9. リチウムイオン電池の非破壊診断・容量回復技術

再生可能エネルギー電力の主電源化とモビリティの電動化のため,リチウムイオン電池(LiB:Lithium-ion Battery)を搭載した蓄電システムが普及しつつある。経年使用に伴うLiBの劣化により蓄電システムが容量不足に陥ると,LiBの交換が必要となるが,新品LiBの導入は資源使用量の増大,およびエネルギー消費によるCO2排出量の増大を招く。

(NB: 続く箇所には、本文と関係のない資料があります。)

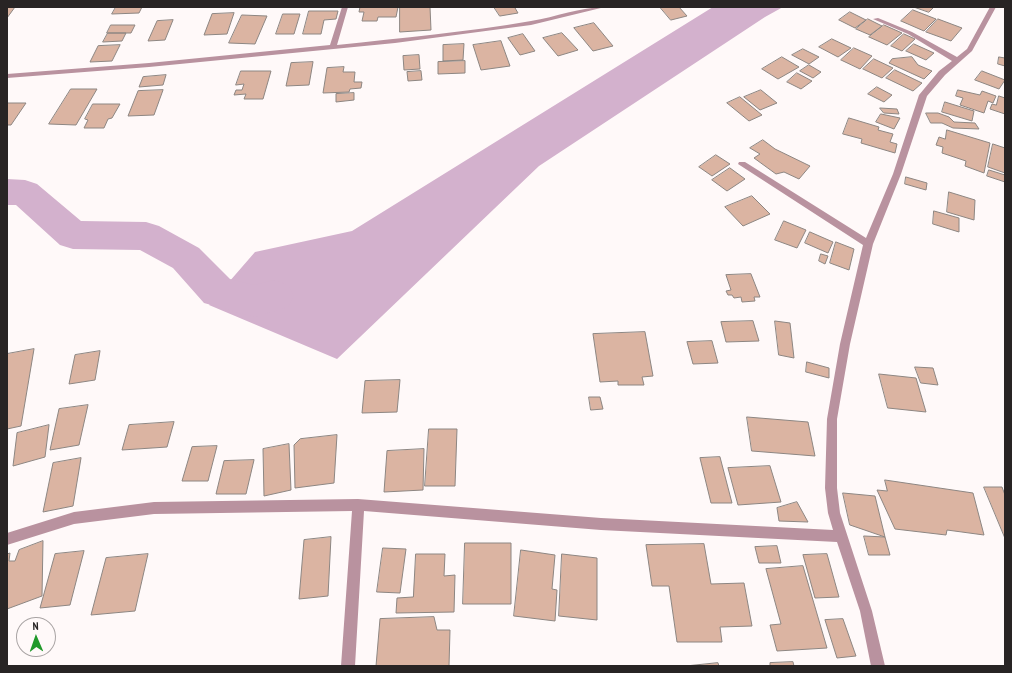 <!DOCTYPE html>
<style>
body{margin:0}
#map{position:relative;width:1012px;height:673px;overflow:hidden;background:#fff9f9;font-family:"PT Sans Narrow",sans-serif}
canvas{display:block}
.frame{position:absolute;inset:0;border:8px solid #282424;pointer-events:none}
.north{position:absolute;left:16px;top:617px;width:40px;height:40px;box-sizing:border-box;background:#fff9f9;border:1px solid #a9a4a4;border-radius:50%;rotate:358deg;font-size:11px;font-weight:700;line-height:16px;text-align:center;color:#282424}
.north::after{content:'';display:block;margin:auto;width:14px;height:18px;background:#21992b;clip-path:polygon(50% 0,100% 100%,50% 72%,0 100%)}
</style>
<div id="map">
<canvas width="1012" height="673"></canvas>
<div class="frame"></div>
<div class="north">N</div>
</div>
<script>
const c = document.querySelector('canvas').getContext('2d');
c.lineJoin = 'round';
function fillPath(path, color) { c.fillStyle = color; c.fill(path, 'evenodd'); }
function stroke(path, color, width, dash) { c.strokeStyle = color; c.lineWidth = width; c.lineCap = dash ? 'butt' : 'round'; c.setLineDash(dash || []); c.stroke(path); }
fillPath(new Path2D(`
 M 713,7 L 783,7 L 765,17 L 539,166 L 337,359 L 209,305 L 255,252 L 352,231 Z`), '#d3b1cd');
fillPath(new Path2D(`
 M 7,179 L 25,180 L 37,184 L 81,221 L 146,222 L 159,226 L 199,248 L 230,279 L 254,285 L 274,280 L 288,285 L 294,296 L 288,307 L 254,317 L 204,303 L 173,268 L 140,250 L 73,249 L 60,245 L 16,205 L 7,205 Z`), '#d3b1cd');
const building = new Path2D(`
 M 7,7 L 15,7 L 7,18 Z
 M 116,7 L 142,7 L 139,13 L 112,14 Z
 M 355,7 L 398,7 L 396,17 L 378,17 L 377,21 L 362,21 L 364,12 L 359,12 L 360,7 Z
 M 400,7 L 430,7 L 431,30 L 400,32 Z
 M 494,7 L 518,7 L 515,8 L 518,13 L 500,16 Z
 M 660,7 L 679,7 L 687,16 L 671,20 Z
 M 914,7 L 934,7 L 929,12 Z
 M 913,10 L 936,19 L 924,31 L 901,21 Z
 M 309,11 L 338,11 L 336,19 L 324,20 L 321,34 L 303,34 Z
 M 850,12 L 866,20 L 855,28 L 839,20 Z
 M 234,13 L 227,34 L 204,35 L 212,14 Z
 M 283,14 L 300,14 L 294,34 L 276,34 Z
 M 242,15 L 267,16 L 255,44 L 229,43 Z
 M 868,19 L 882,26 L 870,35 L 856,29 Z
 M 938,19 L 962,28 L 951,41 L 926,32 Z
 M 173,20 L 165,40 L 148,41 L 157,21 Z
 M 594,23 L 613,46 L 593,51 L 574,28 Z
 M 111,25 L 135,25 L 131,33 L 107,33 Z
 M 884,25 L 902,33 L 887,45 L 869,37 Z
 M 108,33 L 126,33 L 122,41 L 103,42 Z
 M 562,33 L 578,50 L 558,56 L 543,38 Z
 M 523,34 L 535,51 L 520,55 L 508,38 Z
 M 904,34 L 915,39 L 902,51 L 891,46 Z
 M 832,39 L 851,48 L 838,57 L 819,47 Z
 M 501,41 L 510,66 L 481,70 L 473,45 Z
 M 464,44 L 463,60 L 443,61 L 443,45 Z
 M 914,44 L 934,53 L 926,60 L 906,51 Z
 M 120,45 L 112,61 L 90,62 L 98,46 Z
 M 854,48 L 872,56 L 860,69 L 841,60 Z
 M 803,49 L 819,57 L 809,64 L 792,55 Z
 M 419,55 L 420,69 L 404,70 L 403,56 Z
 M 782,57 L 799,67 L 778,79 L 762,69 Z
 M 912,57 L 918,65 L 932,71 L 924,79 L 889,63 L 892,59 Z
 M 999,57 L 1005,58 L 1005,66 L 998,64 Z
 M 874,59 L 893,68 L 882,78 L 863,69 Z
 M 465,61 L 465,73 L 438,74 L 438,62 Z
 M 313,62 L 309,85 L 286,86 L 291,63 Z
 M 809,65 L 821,72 L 813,78 L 800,71 Z
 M 344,67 L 343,72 L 355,72 L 354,82 L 362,82 L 361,88 L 350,89 L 349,92 L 323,93 L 327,68 Z
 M 895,70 L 922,83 L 913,91 L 886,78 Z
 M 241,71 L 271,71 L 263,99 L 244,99 L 246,94 L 234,95 L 236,90 L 242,90 L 244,84 L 236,85 Z
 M 421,71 L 422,80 L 408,81 L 407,72 Z
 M 982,71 L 1005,80 L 999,89 L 975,80 Z
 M 797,73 L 812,81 L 801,89 L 787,82 Z
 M 166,75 L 163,85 L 139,87 L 143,77 Z
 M 877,87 L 892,95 L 884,102 L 868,94 Z
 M 71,89 L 97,89 L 76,125 L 49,124 Z
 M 163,90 L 154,115 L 128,116 L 138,91 Z
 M 761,90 L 777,103 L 760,110 L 744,97 Z
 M 958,90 L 980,95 L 982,91 L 996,96 L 993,103 L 988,101 L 984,113 L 960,105 L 963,98 L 956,96 Z
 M 354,93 L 354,100 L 336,102 L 336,94 Z
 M 999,96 L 1005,98 L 1005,114 L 990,109 L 992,104 L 996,105 Z
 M 740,97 L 762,115 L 749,121 L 727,103 Z
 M 945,102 L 974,111 L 972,121 L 942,112 Z
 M 7,103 L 26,103 L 11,125 L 7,125 Z
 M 93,104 L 120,104 L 112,118 L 108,119 L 104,128 L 84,128 L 88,120 L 85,119 Z
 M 880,108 L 897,109 L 899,114 L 884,113 Z
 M 926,113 L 938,113 L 949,117 L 954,122 L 975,123 L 979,129 L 953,128 L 942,123 L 931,123 Z
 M 881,114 L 900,118 L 894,129 L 876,122 Z
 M 849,118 L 879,127 L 878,130 L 893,134 L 890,142 L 897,144 L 895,153 L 861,143 L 862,139 L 843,134 Z
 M 947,130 L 990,143 L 984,173 L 965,166 L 966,161 L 942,153 L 943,147 L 936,145 L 939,137 L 945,139 Z
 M 763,140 L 775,149 L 810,166 L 799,179 L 784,172 L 776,174 L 754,158 L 760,154 L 750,148 Z
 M 993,144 L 1005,148 L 1005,173 L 988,167 Z
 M 716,155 L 730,164 L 712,176 L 699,167 Z
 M 730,168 L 745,179 L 727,191 L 712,180 Z
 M 989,170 L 1005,175 L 1005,182 L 987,176 Z
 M 906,177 L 927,183 L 926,190 L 905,184 Z
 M 949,192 L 975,200 L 974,220 L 947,212 Z
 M 752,196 L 770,214 L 743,226 L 725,207 Z
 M 934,211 L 959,218 L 959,232 L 933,224 Z
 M 784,221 L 806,230 L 797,248 L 775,240 Z
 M 810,232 L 833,242 L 828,253 L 805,243 Z
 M 836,242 L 854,249 L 849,270 L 830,263 Z
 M 821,254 L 828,256 L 825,264 L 819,261 Z
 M 751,274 L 760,297 L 754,297 L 755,301 L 742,302 L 741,297 L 734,298 L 732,295 L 728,295 L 726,291 L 731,290 L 726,275 Z
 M 753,321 L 759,341 L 726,342 L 721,322 Z
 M 775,321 L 790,323 L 794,358 L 779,355 Z
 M 645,332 L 653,376 L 642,377 L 644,385 L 618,385 L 618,381 L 600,382 L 593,334 Z
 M 712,341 L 718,363 L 693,364 L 687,342 Z
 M 34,349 L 21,426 L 7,429 L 7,354 Z
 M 100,351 L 95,380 L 69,384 L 75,355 Z
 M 807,362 L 829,368 L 829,378 L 806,372 Z
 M 915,367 L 933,368 L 938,385 L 921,383 Z
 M 879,374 L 916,378 L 926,412 L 888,408 Z
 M 400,380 L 397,412 L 362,413 L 365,381 Z
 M 589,397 L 600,397 L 603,409 L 591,410 Z
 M 88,405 L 79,445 L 50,450 L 59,409 Z
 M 747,417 L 808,422 L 815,456 L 752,451 Z
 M 174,422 L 167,447 L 122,450 L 129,425 Z
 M 49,425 L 45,457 L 13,466 L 17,433 Z
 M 429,429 L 457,429 L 455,486 L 425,486 Z
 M 337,435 L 334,483 L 295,488 L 294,445 L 300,439 Z
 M 289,444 L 291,490 L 264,496 L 263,449 Z
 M 217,446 L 208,481 L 182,481 L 192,447 Z
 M 424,449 L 423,490 L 384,492 L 387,451 Z
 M 720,457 L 732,503 L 711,503 L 700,458 Z
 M 81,458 L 73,506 L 43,512 L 53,463 Z
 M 254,460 L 246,494 L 216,494 L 224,461 Z
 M 770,466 L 781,502 L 738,505 L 728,468 Z
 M 885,480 L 973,493 L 984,535 L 947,530 L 946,535 L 895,529 L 877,490 L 887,491 Z
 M 984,487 L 1002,487 L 1005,495 L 1005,538 Z
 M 843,493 L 875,496 L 885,537 L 850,525 Z
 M 797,502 L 808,522 L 779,521 L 777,508 Z
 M 864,536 L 885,537 L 890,555 L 869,555 Z
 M 331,537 L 328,596 L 299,599 L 304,540 Z
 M 43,541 L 42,596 L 7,609 L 7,554 L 10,553 L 9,561 L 15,561 L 19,550 Z
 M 465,543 L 511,543 L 511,604 L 463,604 Z
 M 704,544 L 711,584 L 744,583 L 752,626 L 720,627 L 722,642 L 677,642 L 669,586 L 652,586 L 646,545 Z
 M 777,546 L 781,563 L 759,563 L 755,547 Z
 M 383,548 L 406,549 L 400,593 L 377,592 Z
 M 521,550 L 555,555 L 552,589 L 557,590 L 555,621 L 514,616 Z
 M 84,551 L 70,605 L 40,608 L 55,554 Z
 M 148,554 L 135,611 L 91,615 L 106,558 Z
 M 416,554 L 445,554 L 444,576 L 455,575 L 454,612 L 396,613 L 397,598 L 413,597 Z
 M 562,554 L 597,558 L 597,620 L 559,616 Z
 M 827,554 L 839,597 L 815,598 L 803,555 Z
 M 803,566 L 827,648 L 777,651 L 770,625 L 781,624 L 766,569 Z
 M 434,617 L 437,630 L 450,630 L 449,666 L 376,666 L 380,619 Z
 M 843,619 L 856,656 L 837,658 L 825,620 Z
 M 793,662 L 794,666 L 770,666 L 770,663 Z
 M 718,663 L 719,666 L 686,666 Z`);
fillPath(building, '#dbb4a2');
stroke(building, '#8d8682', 1);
fillPath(new Path2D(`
 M 342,7 L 348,7 L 337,45 C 402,38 467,32 531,21 C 556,17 580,7 605,7 L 531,25 L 395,43 L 149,67 L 7,78 L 7,74 L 149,63 L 330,45 Z
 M 990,7 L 996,7 L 972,51 L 945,75 L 927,96 L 901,174 L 873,244 L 850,344 L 837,419 L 837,488 L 840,513 L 872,611 L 885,666 L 871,666 L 860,611 L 837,542 L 601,530 L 364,511 L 355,666 L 341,666 L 352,511 L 154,514 L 74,524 L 7,545 L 7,533 L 74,512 L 154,502 L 358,499 L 601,518 L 833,530 L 828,513 L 825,488 L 827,419 L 840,344 L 863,245 L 738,164 L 739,162 L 745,162 L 866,238 L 893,174 L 919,95 L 939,71 L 952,61 L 908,34 L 873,19 L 878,18 L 912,32 L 957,57 L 967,49 Z`), '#b9929f');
</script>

そうした環境負荷の軽減をめざし,LiBのライフサイクルを伸長させる独自の診断・容量回復技術を開発した。電池運用データを用いて劣化状態を非破壊で診断し,独自の解析プロセスで導出した回復条件で電気化学処理を施すことで,構成部材の損傷を抑制しつつ,LiB内で失活したLiイオンの再活性化に成功した。負極に黒鉛,正極にLi-Ni-Co-Mn酸化物を用いたLiBに対する診断・回復処理により,初期の80%に低下した容量の一部を回復し,20%の寿命伸長を確認した。

本技術により,送配電事業者や電動モビリティオペレータなどに対して,蓄電システム稼働期間伸長やメンテナンスコスト削減,使用LiBの残価値向上といった価値を提供し,その事業性向上を通して脱炭素社会の実現に貢献する。